At the bilingual Hispanic convocation, Mariachi music replaced the usual Pomp and Circumstance, while students at both the Black and Native American convocations filed in to the sound of drums. An African Yoruba tribal chief performed a rite-of-passage ceremony at the Black and African convocation, and many of the students taking part in the American Indian convocation wore traditional regalia.
University officials and students say that although the minority convocations are growing in popularity, everyone on campus does not embrace them. Some dismiss them as racially divisive events that foster separatism rather than unity.
That message was clear to the students who organized last month’s Black and African convocation at Neeb Hall when posters publicizing the event were repeatedly torn down, defaced and stuffed into garbage cans.
“It was very deliberate and obvious,” says event coordinator Rhonesha Blache, a 21-year-old psychology student from south Phoenix.
Minority convocations, which are open to all students but are geared toward various minority groups, are growing in popularity primarily because the number of graduating minority students also is on the rise.
Minority student enrollment at Arizona State’s main campus in Tempe increased almost 70 percent in the past decade, to 8,536 from 5,031. At the same time, the number of minority undergraduate degrees doubled and minority graduate degrees tripled.

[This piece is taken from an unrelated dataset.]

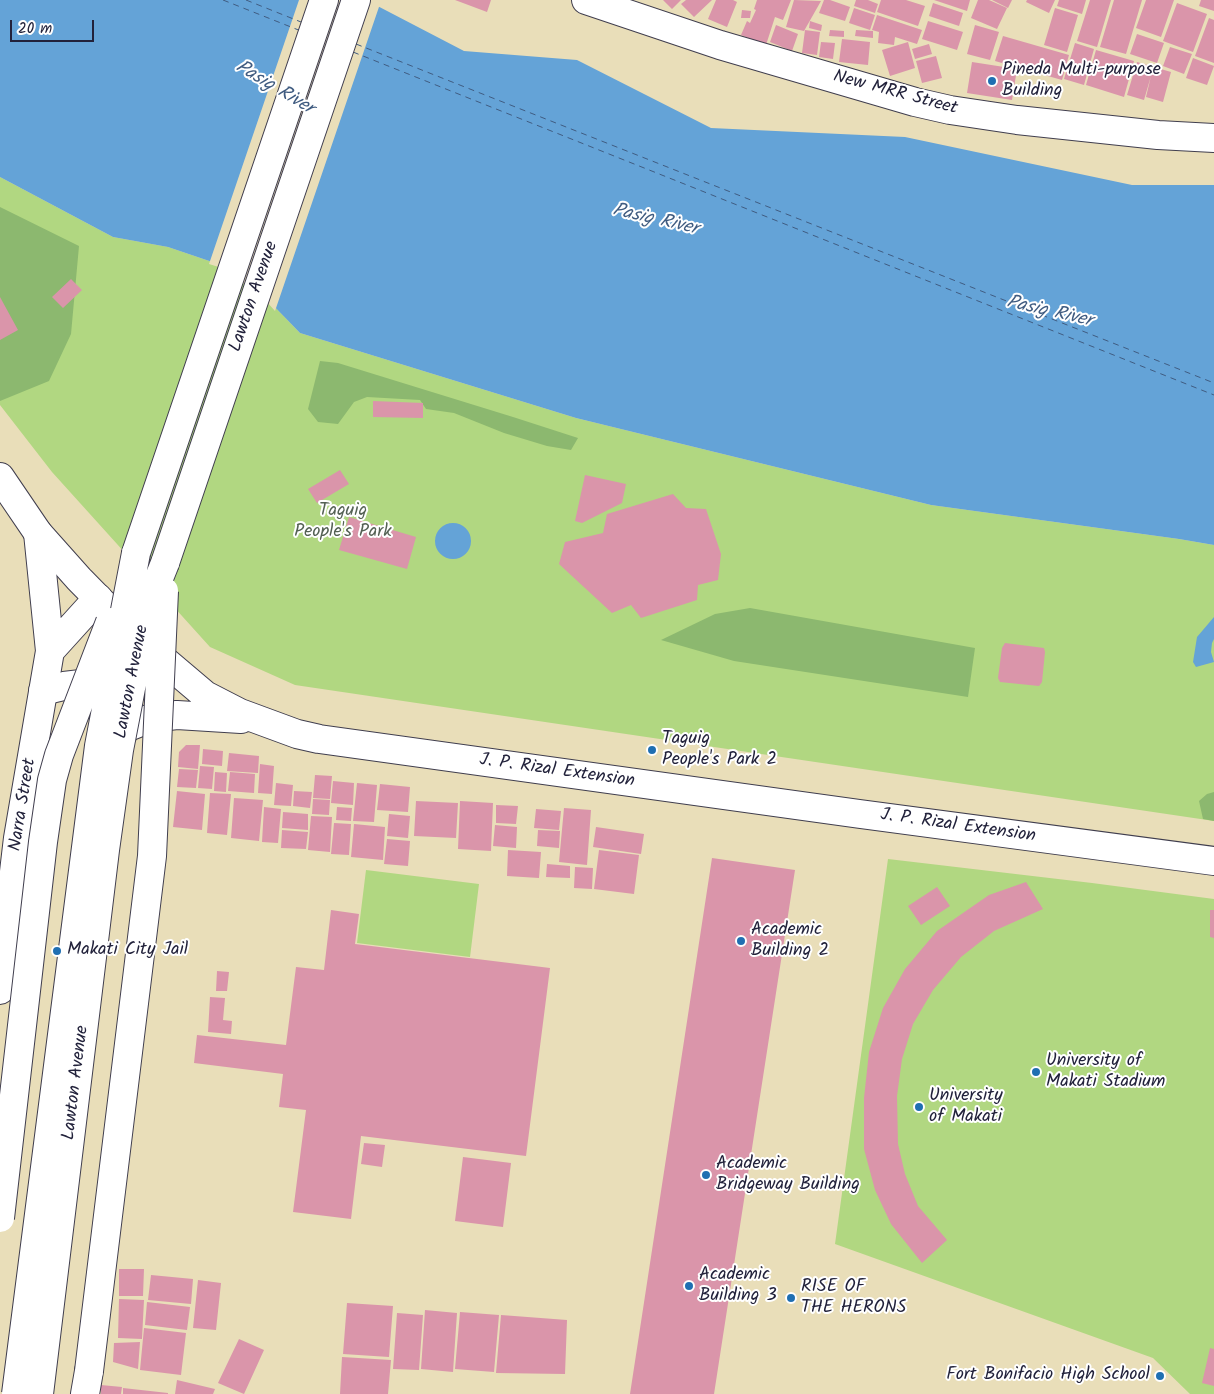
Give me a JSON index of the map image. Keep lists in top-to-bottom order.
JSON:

Not all minority students choose to participate in the ethnic convocations.
The Hispanic convocation, the largest of the three, drew about half of the 400 Hispanics receiving bachelor’s, master’s and doctoral degrees this semester. About half of the 175 Black students and half of the 107 American Indian students took part in their convocations.
The minority students who do choose to participate say the convocations provide not only an opportunity to celebrate their achievements and their culture, but also acknowledge some of the unique struggles they have faced.

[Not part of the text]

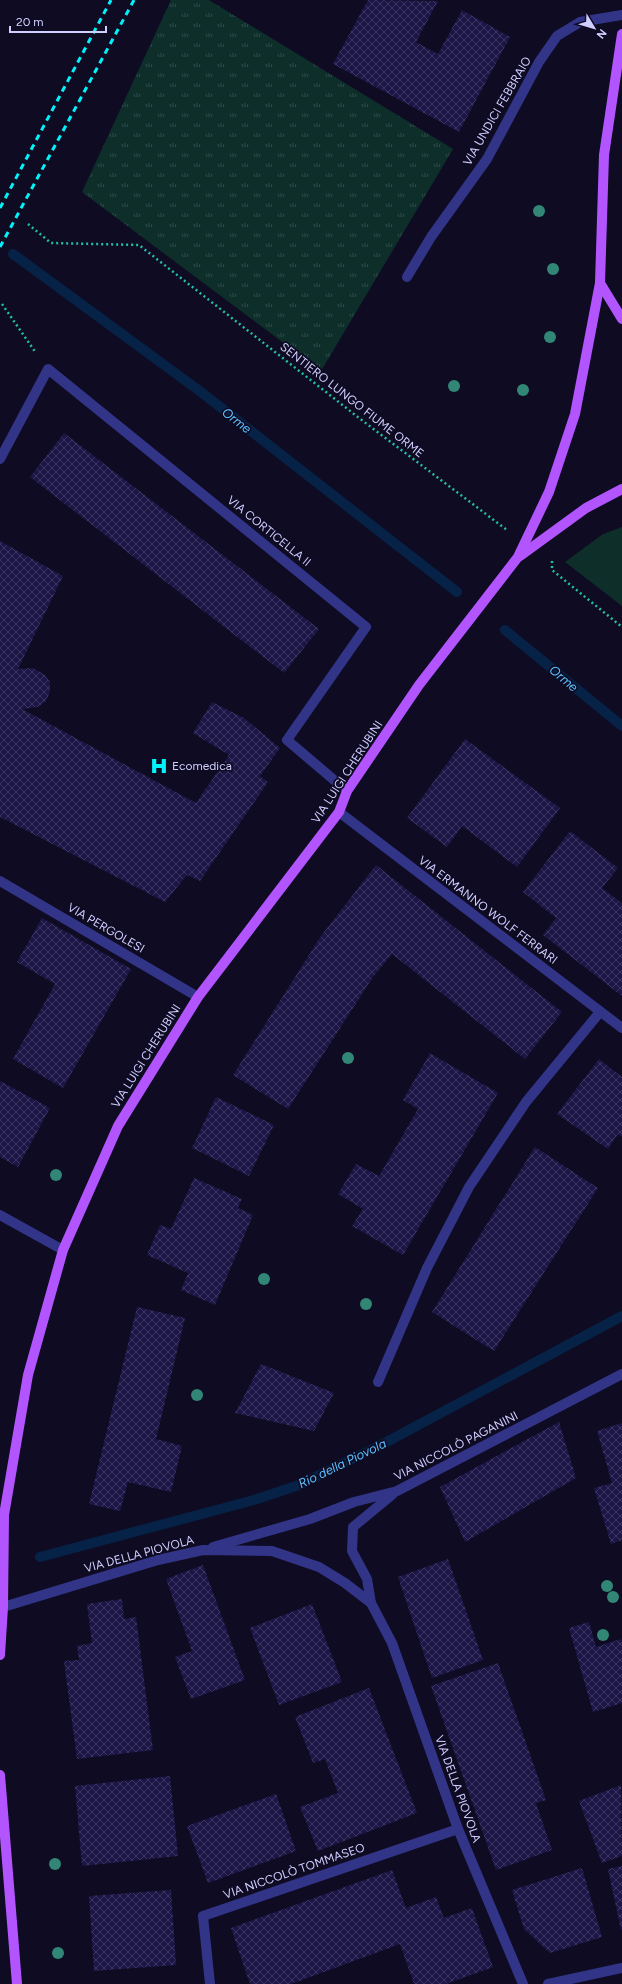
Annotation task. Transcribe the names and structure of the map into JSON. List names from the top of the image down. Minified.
{"streets":{"main road":["VIA LUIGI CHERUBINI"],"street":["VIA UNDICI FEBBRAIO","VIA CORTICELLA II","VIA ERMANNO WOLF FERRARI","VIA PERGOLESI","VIA NICCOLÒ PAGANINI","VIA DELLA PIOVOLA","VIA NICCOLÒ TOMMASEO"],"path":["SENTIERO LUNGO FIUME ORME"]},"crossings":[["VIA CORTICELLA II","VIA LUIGI CHERUBINI"],["VIA LUIGI CHERUBINI","VIA ERMANNO WOLF FERRARI"],["VIA LUIGI CHERUBINI","VIA PERGOLESI"],["VIA LUIGI CHERUBINI","VIA DELLA PIOVOLA"],["VIA NICCOLÒ PAGANINI","VIA DELLA PIOVOLA"],["VIA DELLA PIOVOLA","VIA NICCOLÒ TOMMASEO"]],"water":["Orme","Rio della Piovola"],"places":{"hospital":["Ecomedica"]},"scale_bar":"20 m","north":"bottom right"}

“We are not just getting a degree,” Blache says. “We are celebrating a unique accomplishment in a country and [at] an institution that has not always allowed us to succeed.”
Many of the minority students receiving degrees are the first in their families to earn a college diploma. The ethnic convocations, students and university officials say, help inspire family members and friends to strive for higher education.

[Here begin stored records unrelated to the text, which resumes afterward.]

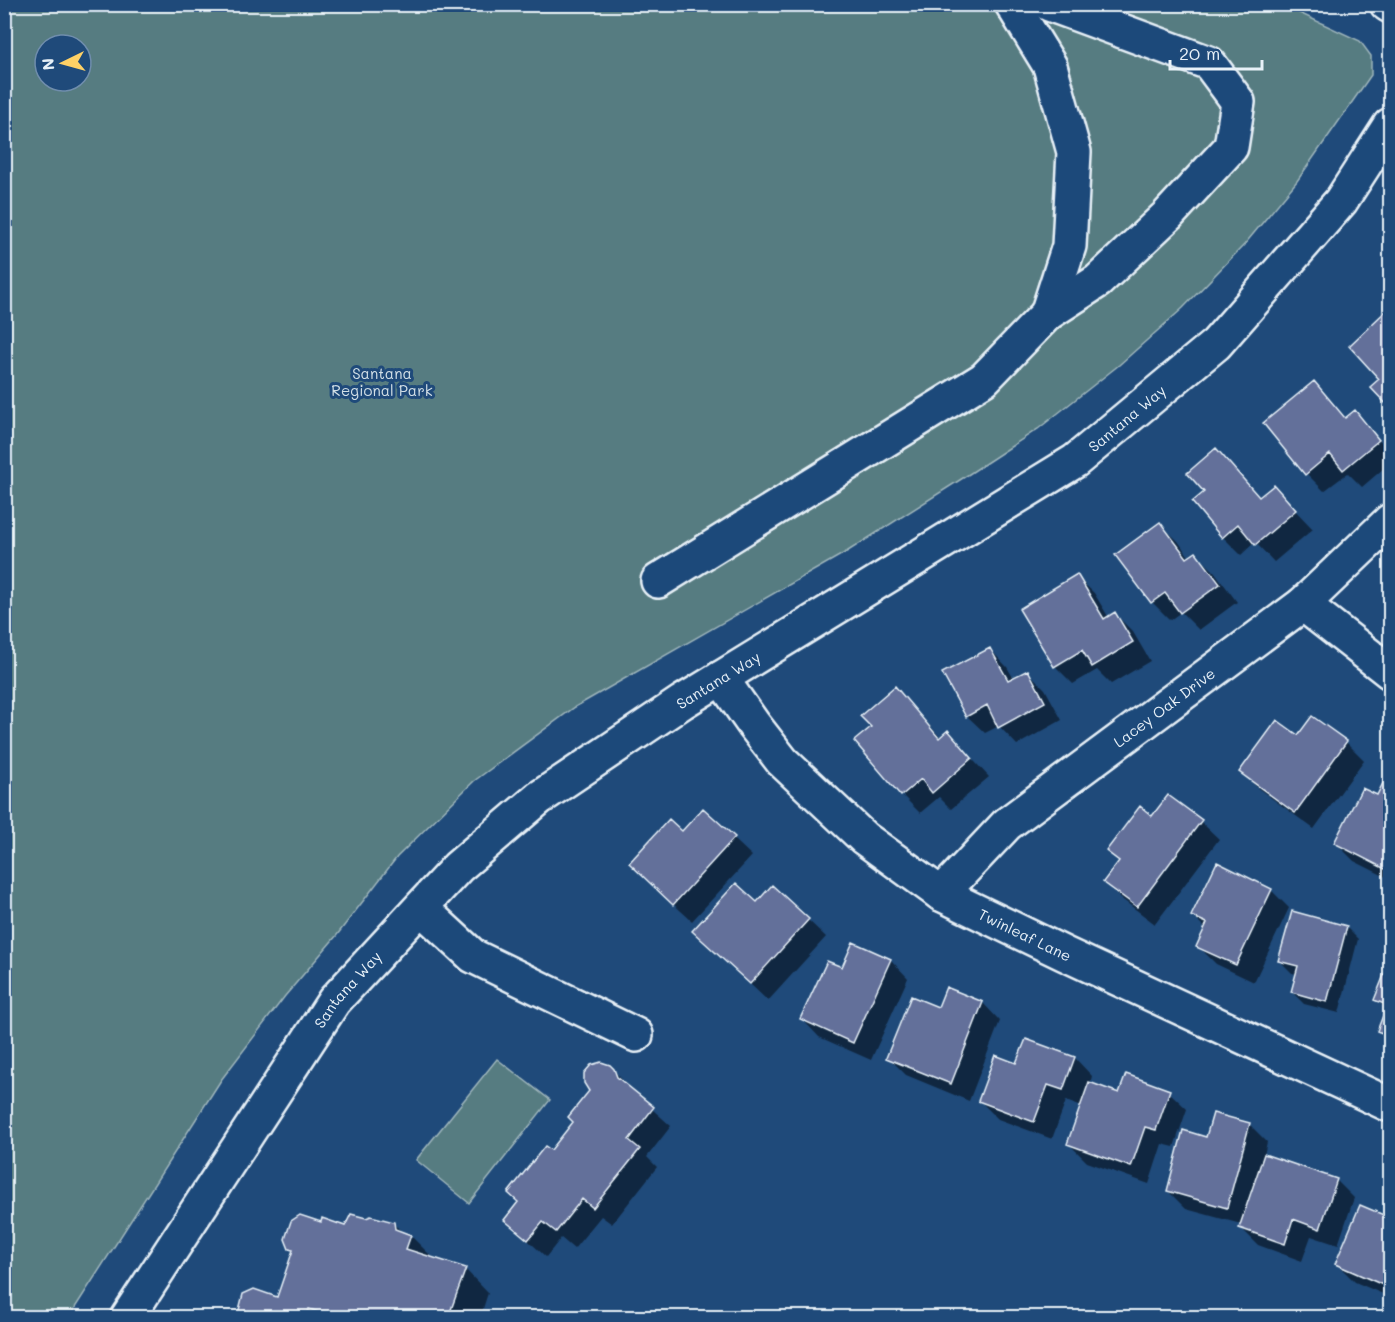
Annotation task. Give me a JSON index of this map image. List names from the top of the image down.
{
  "streets": {
    "street": ["Santana Way", "Lacey Oak Drive", "Twinleaf Lane"]
  },
  "crossings": [
    ["Santana Way", "Twinleaf Lane"],
    ["Lacey Oak Drive", "Twinleaf Lane"]
  ],
  "parks": ["Santana Regional Park"],
  "scale_bar": "20 m",
  "north": "left"
}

“Basically, I’ve set a new standard for my family,” says Blache, the first in her family to receive a four-year college degree. She expected approximately 40 family members would watch her cross the stage during the Black and African convocation.
Jacob Hess, 25, a White Mountain Apache, was among the approximately 50 students participating in the Native American convocation. It brought together members of several tribes, but Hess says the group is united by a sense of history.
“Indians have been suppressed, our culture denied and our language killed,” Hess says. “This is a chance to take back a little of our culture.”
Still, the motives behind the convocations organized by minority students are sometimes misunderstood, says Jesus Trevino, who as director of Arizona State’s Intergroup Relations Center is in charge of breaking down barriers among student groups.
“I’m often asked, ‘Why is it that we have a Hispanic convocation and not a White convocation?'” Trevino says, answering that it’s for the same reason there isn’t a heterosexual convocation. “We have a White convocation, we just don’t call it that.”
The convocations geared toward Latino, Black and American Indian students help fill a particular need, Trevino says.
“From a social-psychological perspective, White students see themselves as individuals while ethnic minorities, because their numbers are small, they see themselves as a group,” he says.